━━━━━ Data supplied ━━━━━

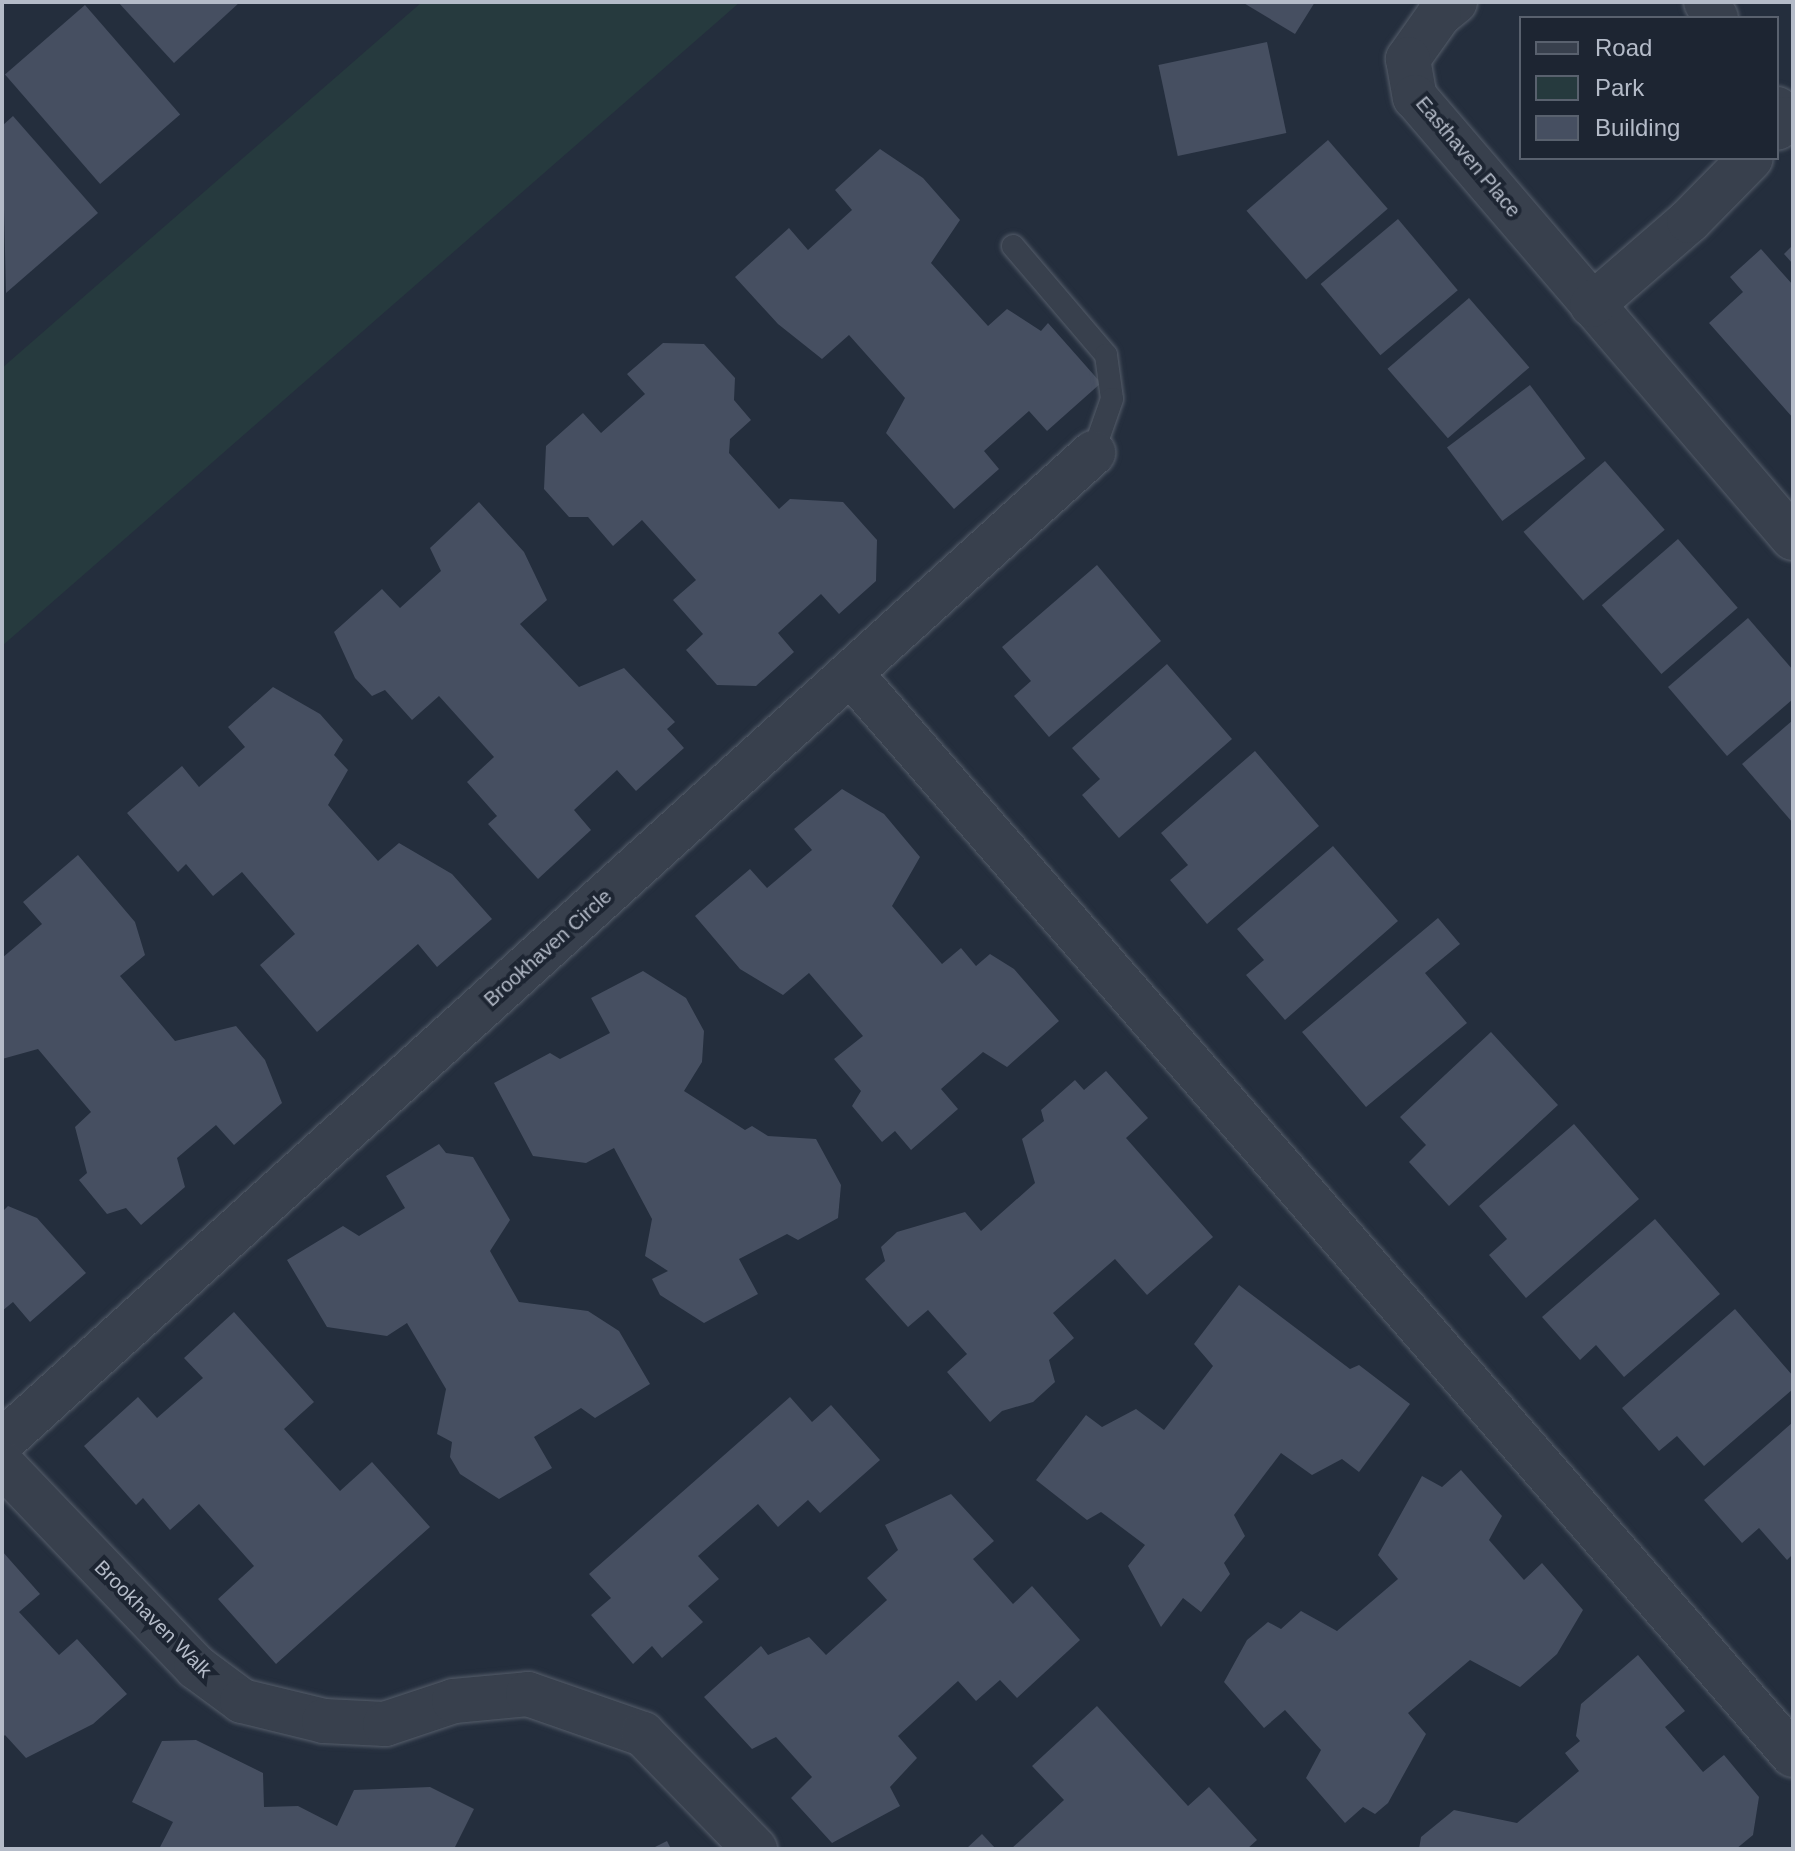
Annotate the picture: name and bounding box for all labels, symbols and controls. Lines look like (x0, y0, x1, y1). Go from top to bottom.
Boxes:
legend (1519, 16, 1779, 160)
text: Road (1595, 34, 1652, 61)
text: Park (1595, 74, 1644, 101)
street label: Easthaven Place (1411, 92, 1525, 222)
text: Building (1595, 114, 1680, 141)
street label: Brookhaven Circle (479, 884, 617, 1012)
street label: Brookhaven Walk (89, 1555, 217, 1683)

━━━━━
━━━━━ Data supplied ━━━━━

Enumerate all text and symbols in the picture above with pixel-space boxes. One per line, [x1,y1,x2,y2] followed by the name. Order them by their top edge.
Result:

━━━━━
━━━━━ Data supplied ━━━━━

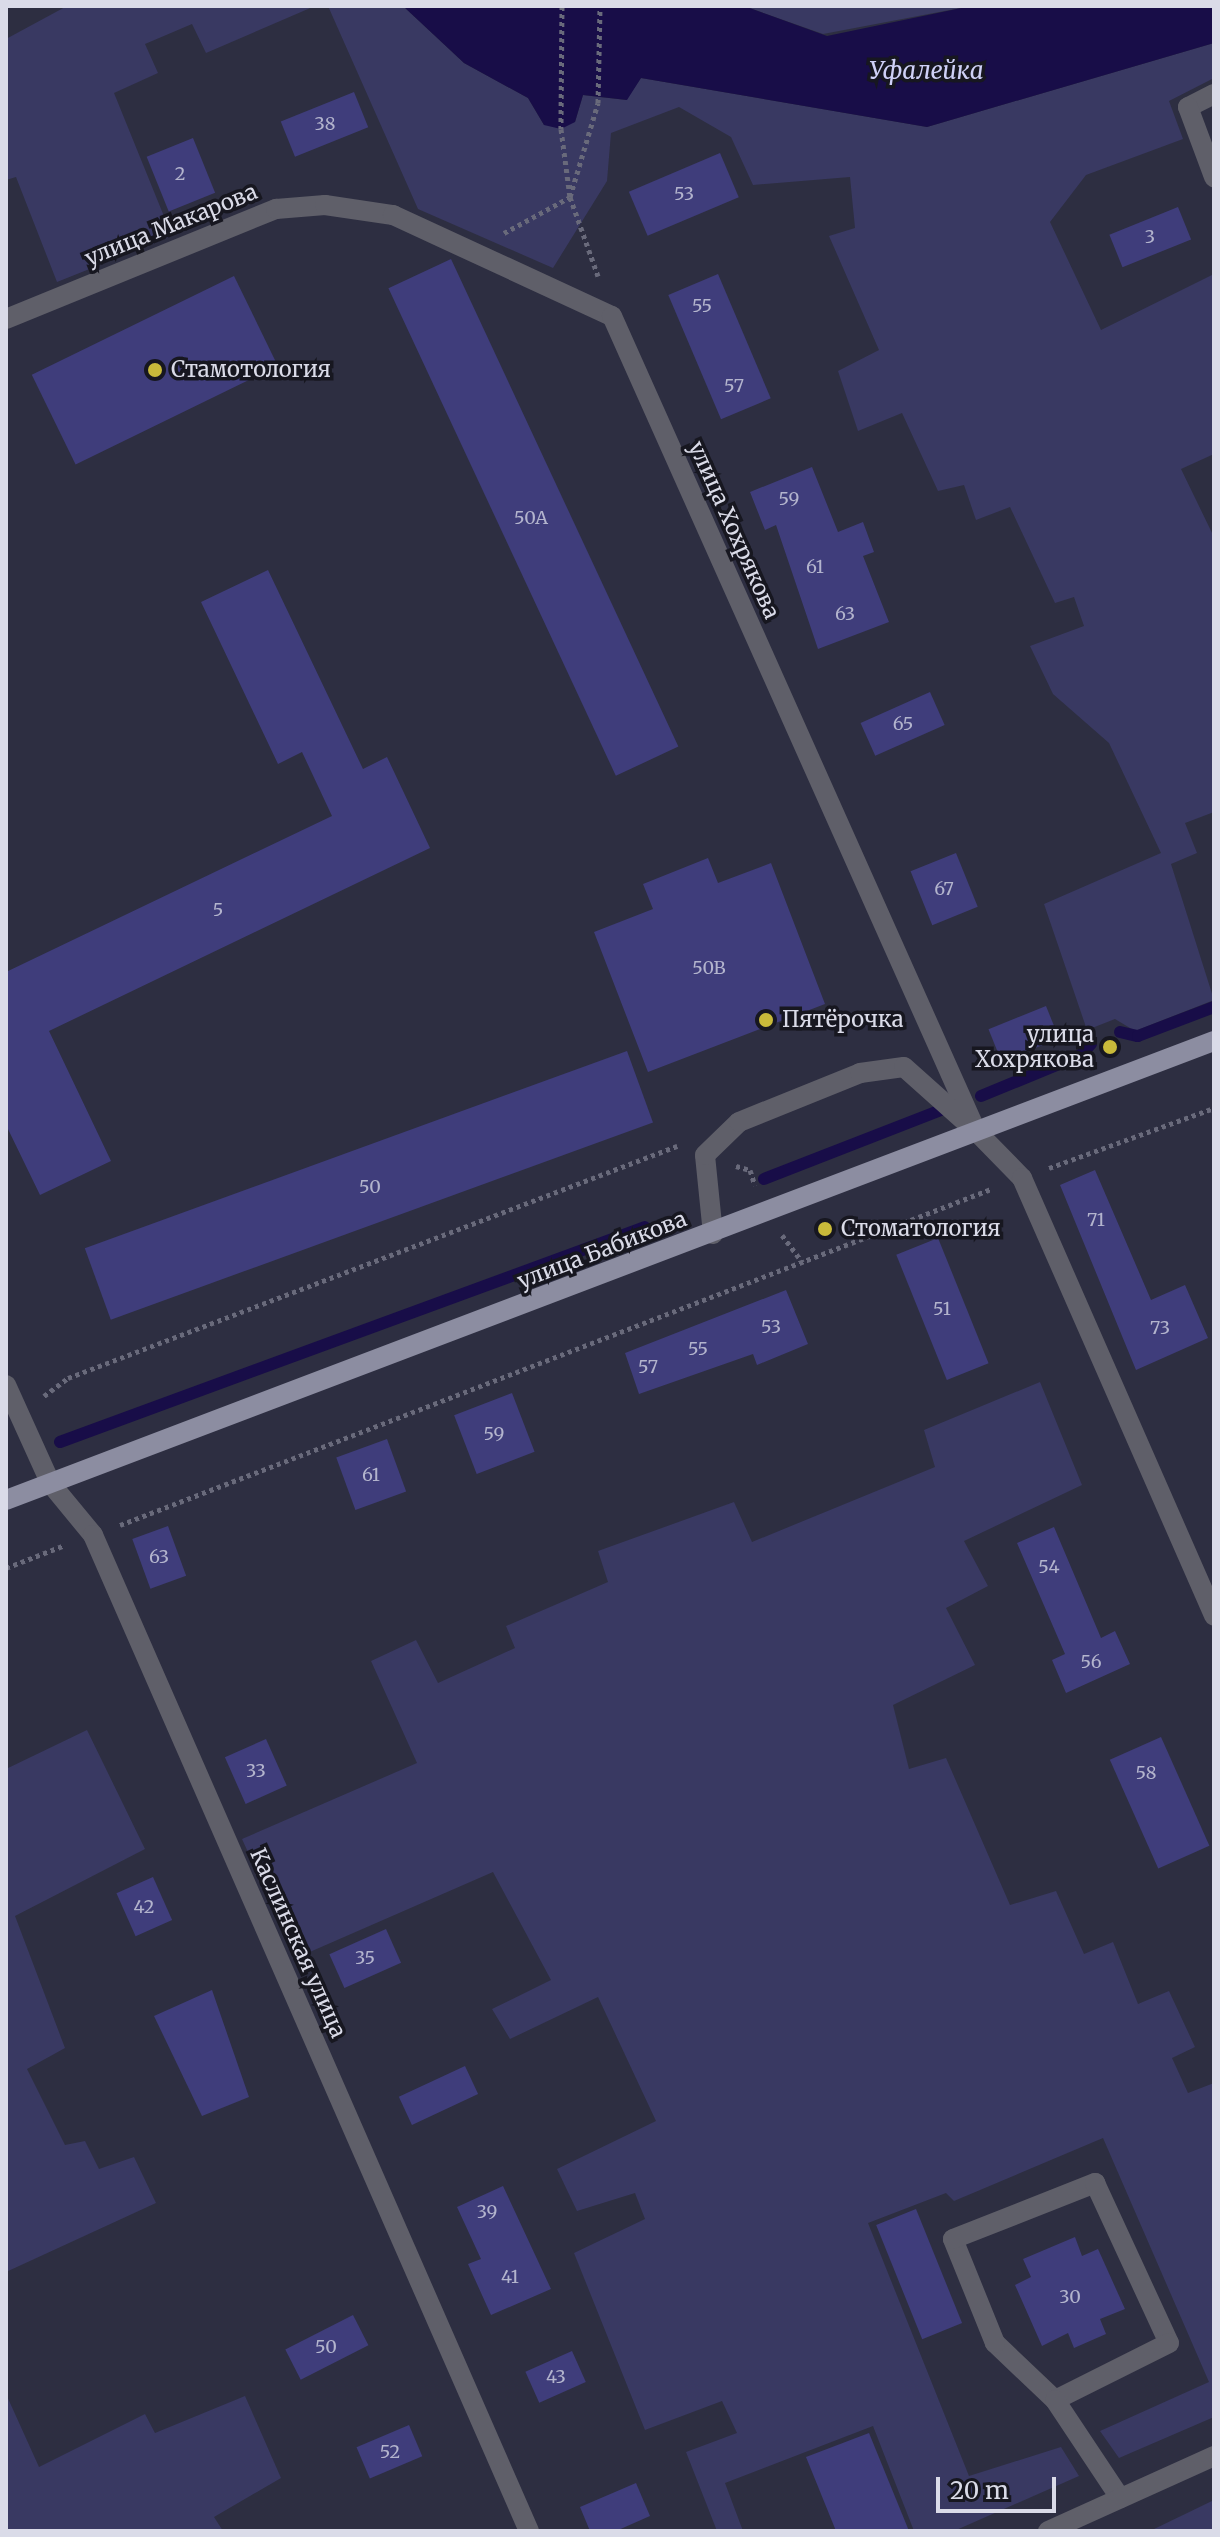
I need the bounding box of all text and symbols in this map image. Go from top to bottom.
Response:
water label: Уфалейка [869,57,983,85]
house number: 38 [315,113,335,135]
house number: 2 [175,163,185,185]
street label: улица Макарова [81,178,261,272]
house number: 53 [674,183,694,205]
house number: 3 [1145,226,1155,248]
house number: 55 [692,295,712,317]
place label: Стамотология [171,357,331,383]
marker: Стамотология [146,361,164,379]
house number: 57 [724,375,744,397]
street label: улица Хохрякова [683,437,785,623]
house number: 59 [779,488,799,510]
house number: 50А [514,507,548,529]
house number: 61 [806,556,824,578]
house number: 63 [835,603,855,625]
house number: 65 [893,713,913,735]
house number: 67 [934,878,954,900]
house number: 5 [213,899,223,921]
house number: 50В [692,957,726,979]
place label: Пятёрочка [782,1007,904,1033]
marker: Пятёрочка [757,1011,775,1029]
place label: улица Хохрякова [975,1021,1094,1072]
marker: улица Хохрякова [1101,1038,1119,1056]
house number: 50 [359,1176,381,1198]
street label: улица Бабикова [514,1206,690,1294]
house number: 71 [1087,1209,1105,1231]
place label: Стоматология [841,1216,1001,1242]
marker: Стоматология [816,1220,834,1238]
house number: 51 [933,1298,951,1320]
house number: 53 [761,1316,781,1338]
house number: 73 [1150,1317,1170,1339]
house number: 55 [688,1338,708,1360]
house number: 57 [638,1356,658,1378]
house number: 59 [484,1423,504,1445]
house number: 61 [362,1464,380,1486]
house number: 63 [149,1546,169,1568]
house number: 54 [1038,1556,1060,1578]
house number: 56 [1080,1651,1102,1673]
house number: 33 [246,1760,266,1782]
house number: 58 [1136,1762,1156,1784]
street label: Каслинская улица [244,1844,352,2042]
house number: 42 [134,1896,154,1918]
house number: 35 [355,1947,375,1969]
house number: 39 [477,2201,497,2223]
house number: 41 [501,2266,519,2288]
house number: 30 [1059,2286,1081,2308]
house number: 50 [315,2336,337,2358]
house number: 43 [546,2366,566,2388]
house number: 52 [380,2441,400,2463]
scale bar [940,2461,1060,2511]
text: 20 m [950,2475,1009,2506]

━━━━━

Task prompt:
Which lines of the listing above hold the word "bounding"? Copy each of them.

Exercise output:
Annotate the picture: name and bounding box for all labels, symbols and controls. Lines look like (x0, y0, x1, y1). Go from top to bottom.
I need the bounding box of all text and symbols in this map image. Go from top to bottom.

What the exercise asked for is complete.